The Bavli, Bava Basra 6:2, discusses the case that someone's rooftop is adjacent to another person's courtyard floor, and then the case where the rooftop is actually lower (but not much lower) than the courtyard floor.
In the first case, it indicates that the rooftop's owner must pay for a four-cubit-tall barrier between his roof and his neighbor's yard, so that he cannot see what's going on in his neighbor's yard.
In the second case, it indicates that the two neighbors must chip in on a ten-handbreadth-tall barrier (much shorter than four cubits) between the roof and the yard, so as to prevent either neighbor from accidentally overstepping their common boundary. The Rosh adds that the rooftop's owner must then pay, by himself, to build that barrier up to four cubits, so he cannot see what's transpiring in the courtyard.

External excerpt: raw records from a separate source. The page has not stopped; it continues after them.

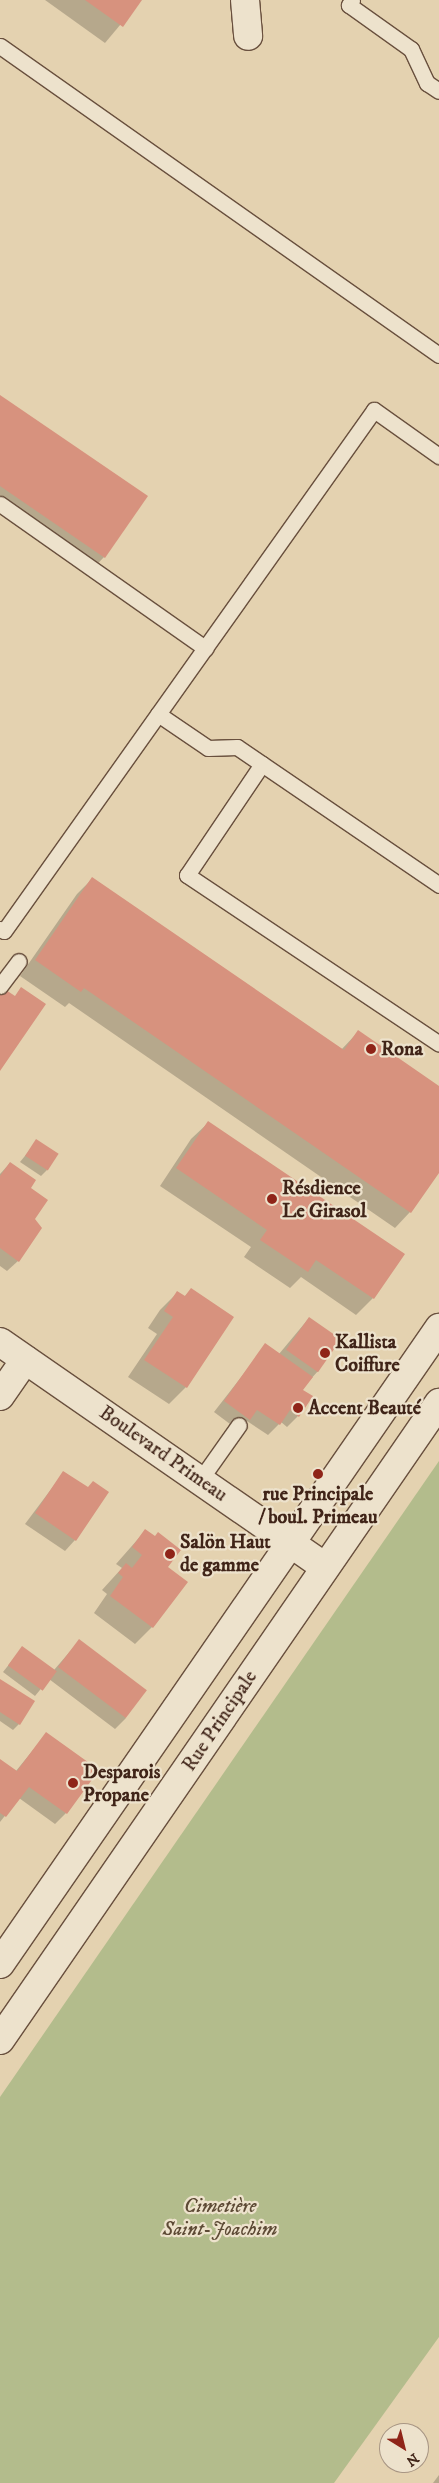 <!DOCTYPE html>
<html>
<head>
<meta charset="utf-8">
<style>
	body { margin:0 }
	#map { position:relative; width:439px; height:2483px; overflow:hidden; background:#e4d2b0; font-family:"IM FELL DW Pica",serif }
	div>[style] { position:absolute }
	.green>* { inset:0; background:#b3bc8c }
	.shadow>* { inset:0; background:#0003 }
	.building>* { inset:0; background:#d7927e; transform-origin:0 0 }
	.roads { filter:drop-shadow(1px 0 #69503e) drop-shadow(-1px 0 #69503e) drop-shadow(0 1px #69503e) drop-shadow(0 -1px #69503e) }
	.service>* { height:15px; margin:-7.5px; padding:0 7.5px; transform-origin:7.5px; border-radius:7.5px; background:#ede2cc }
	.minor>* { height:28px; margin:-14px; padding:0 14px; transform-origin:14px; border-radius:14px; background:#ede2cc }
	.tertiary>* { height:28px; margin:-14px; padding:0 14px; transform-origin:14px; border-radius:14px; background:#ede2cc }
	.dots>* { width:14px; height:14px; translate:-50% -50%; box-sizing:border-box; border:2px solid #ede2cc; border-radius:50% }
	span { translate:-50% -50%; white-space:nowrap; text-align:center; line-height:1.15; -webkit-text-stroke:4.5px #ede2cc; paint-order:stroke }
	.poi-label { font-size:20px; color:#402418; font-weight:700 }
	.left { translate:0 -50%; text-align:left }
	.street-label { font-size:20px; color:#402418 }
	.park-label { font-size:20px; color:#5d4a35; font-style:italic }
	.north { position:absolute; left:379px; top:2423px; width:50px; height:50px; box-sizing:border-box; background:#ede2cc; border:1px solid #a89684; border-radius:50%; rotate:144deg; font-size:14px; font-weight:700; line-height:20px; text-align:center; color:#402418 }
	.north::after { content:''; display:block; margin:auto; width:18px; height:22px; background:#8f2418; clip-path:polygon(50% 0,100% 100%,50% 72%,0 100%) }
</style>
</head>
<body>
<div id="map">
	<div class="green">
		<div style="clip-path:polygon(439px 1461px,439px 2337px,334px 2483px,0 2483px,0 2097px)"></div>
	</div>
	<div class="shadow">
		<div style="clip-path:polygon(45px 0,141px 0,105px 43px)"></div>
		<div style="clip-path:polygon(0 397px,104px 557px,89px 573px,0 512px)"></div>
		<div style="clip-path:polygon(92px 879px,341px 1050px,358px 1032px,439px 1088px,439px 1171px,410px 1212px,395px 1228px,69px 1003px,65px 1007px,20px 976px,77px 894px)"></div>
		<div style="clip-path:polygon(208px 1123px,373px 1298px,356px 1315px,301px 1277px,290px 1288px,244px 1257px,251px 1247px,160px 1186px,191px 1139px)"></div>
		<div style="clip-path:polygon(37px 1141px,47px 1170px,41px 1176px,20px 1162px)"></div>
		<div style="clip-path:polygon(10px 1163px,29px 1188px,34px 1219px,18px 1261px,7px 1271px,0 1266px,0 1174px)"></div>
		<div style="clip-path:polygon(191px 1290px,186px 1387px,169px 1404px,128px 1377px,157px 1334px,148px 1328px,160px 1310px,177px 1293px,184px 1297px)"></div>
		<div style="clip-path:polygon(309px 1318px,318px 1371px,301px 1390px,298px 1416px,287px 1427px,281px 1422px,268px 1435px,247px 1421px,238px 1430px,214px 1412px,266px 1345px,279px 1354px)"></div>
		<div style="clip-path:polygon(64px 1472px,87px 1488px,75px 1540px,65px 1551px,25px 1524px)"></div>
		<div style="clip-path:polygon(145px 1531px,166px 1567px,152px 1627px,135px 1644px,94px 1613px,107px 1594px,102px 1590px,122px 1568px,116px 1564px)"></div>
		<div style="clip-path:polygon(79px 1641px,126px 1718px,115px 1729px,49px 1679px,35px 1696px,3px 1672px,22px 1648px,54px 1670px)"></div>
		<div style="clip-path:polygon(0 1681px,19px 1724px,13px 1730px,0 1721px)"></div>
		<div style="clip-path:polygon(46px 1734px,66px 1813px,55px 1824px,19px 1798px,0 1822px,0 1761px,16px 1771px)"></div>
		<div style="clip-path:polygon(439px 2475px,439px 2483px,433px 2483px)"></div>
	</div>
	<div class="building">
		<div style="clip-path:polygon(85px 0,142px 0,123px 27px)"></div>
		<div style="clip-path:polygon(0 395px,148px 496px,105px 558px,0 486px)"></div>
		<div style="clip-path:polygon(92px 877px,344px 1050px,358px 1030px,439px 1086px,439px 1173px,411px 1213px,84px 988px,81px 992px,35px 960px)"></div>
		<div style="clip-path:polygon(0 986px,15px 996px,21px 987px,46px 1004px,0 1071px)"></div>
		<div style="clip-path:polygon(208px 1121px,405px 1254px,374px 1299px,316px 1260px,308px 1272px,260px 1240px,267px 1230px,176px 1168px)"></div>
		<div style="left:36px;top:1139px;width:27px;height:20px;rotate:33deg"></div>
		<div style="clip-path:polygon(10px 1162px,36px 1180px,31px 1188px,48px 1200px,35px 1219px,42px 1228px,19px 1262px,0 1248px,0 1176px)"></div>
		<div style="clip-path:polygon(191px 1288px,234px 1317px,187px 1388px,144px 1360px,173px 1317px,164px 1311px,177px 1291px,185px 1296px)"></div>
		<div style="left:309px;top:1317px;width:39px;height:40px;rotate:35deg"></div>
		<div style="clip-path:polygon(265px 1343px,313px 1377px,303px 1390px,313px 1396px,299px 1417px,290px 1410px,280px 1425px,257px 1410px,250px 1420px,224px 1401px)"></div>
		<div style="clip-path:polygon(63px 1471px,88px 1487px,93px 1481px,109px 1492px,76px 1541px,35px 1513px)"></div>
		<div style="clip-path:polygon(145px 1529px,155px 1536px,158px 1532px,181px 1550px,168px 1567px,188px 1582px,153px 1628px,110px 1596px,123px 1577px,118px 1573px,126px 1563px,132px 1568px,142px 1555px,132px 1547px)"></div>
		<div style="left:79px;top:1639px;width:85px;height:35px;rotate:37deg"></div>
		<div style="left:22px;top:1646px;width:43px;height:24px;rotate:36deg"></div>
		<div style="clip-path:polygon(0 1679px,35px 1701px,20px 1725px,0 1712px)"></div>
		<div style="clip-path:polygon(46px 1732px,99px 1770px,67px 1814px,29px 1787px,6px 1817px,0 1813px,0 1759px,17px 1771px)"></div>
	</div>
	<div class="roads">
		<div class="service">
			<div style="left:352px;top:0;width:6px;rotate:121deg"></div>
			<div style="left:349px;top:5px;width:76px;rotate:35.4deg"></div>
			<div style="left:411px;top:49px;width:38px;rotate:65deg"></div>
			<div style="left:427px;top:83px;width:14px;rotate:34deg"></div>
			<div style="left:0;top:46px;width:537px;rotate:35.14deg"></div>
			<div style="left:0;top:504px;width:251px;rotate:35.1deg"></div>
			<div style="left:158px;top:714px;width:60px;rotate:34.2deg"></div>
			<div style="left:208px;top:748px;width:29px;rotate:-2deg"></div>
			<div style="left:237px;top:747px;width:245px;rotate:34.3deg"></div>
			<div style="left:262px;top:764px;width:134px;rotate:124deg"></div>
			<div style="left:187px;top:875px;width:303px;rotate:33.8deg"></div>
			<div style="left:0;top:929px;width:4px;rotate:27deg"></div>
			<div style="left:4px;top:931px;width:639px;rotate:-54.62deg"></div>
			<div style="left:374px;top:410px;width:80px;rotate:35.3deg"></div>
			<div style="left:0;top:986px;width:31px;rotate:-53deg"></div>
			<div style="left:200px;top:1480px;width:67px;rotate:-54.7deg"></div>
		</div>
		<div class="minor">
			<div style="left:245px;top:0;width:36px;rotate:85deg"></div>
			<div style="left:0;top:1396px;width:44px;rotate:-55.2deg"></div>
		</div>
		<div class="tertiary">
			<div style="left:0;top:1342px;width:395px;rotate:34.7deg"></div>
			<div style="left:0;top:1964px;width:773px;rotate:-55.38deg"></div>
			<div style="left:0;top:2040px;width:774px;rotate:-55.43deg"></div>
		</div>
	</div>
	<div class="dots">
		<div style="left:371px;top:1049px;background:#8f2418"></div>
		<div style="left:272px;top:1199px;background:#8f2418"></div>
		<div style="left:325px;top:1353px;background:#8f2418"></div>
		<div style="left:298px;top:1408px;background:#8f2418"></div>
		<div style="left:318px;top:1474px;background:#8f2418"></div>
		<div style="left:170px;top:1554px;background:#8f2418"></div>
		<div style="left:73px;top:1783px;background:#8f2418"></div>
	</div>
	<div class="poi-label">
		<span class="left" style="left:381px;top:1049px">Rona</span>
		<span class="left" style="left:282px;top:1200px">Résdience<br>Le Girasol</span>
		<span class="left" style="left:335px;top:1354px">Kallista<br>Coiffure</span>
		<span class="left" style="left:308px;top:1408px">Accent Beauté</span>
		<span style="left:318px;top:1506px">rue Principale<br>/ boul. Primeau</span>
		<span class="left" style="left:180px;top:1554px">Salön Haut<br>de gamme</span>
		<span class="left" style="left:83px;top:1784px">Desparois<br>Propane</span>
	</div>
	<div class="street-label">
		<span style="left:163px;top:1454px;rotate:35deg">Boulevard Primeau</span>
		<span style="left:220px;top:1721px;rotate:-56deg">Rue Principale</span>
	</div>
	<div class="park-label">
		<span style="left:220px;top:2218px">Cimetière<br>Saint-Joachim</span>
	</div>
	<div class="north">N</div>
</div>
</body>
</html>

Logically, then, it seems to be that the Rosh should hold — as, indeed, Shulchan Aruch (160:1) later holds — that in the first case, where the rooftop and courtyard are on a level, the lowest ten handbreadths of the wall should be paid for by both neighbors. But he doesn't say so, and the g'mara doesn't say so. Does he, in fact, hold that way?
 More precisely: to make overstepping the boundary noticeable to the one doing so. But that's neither here nor there.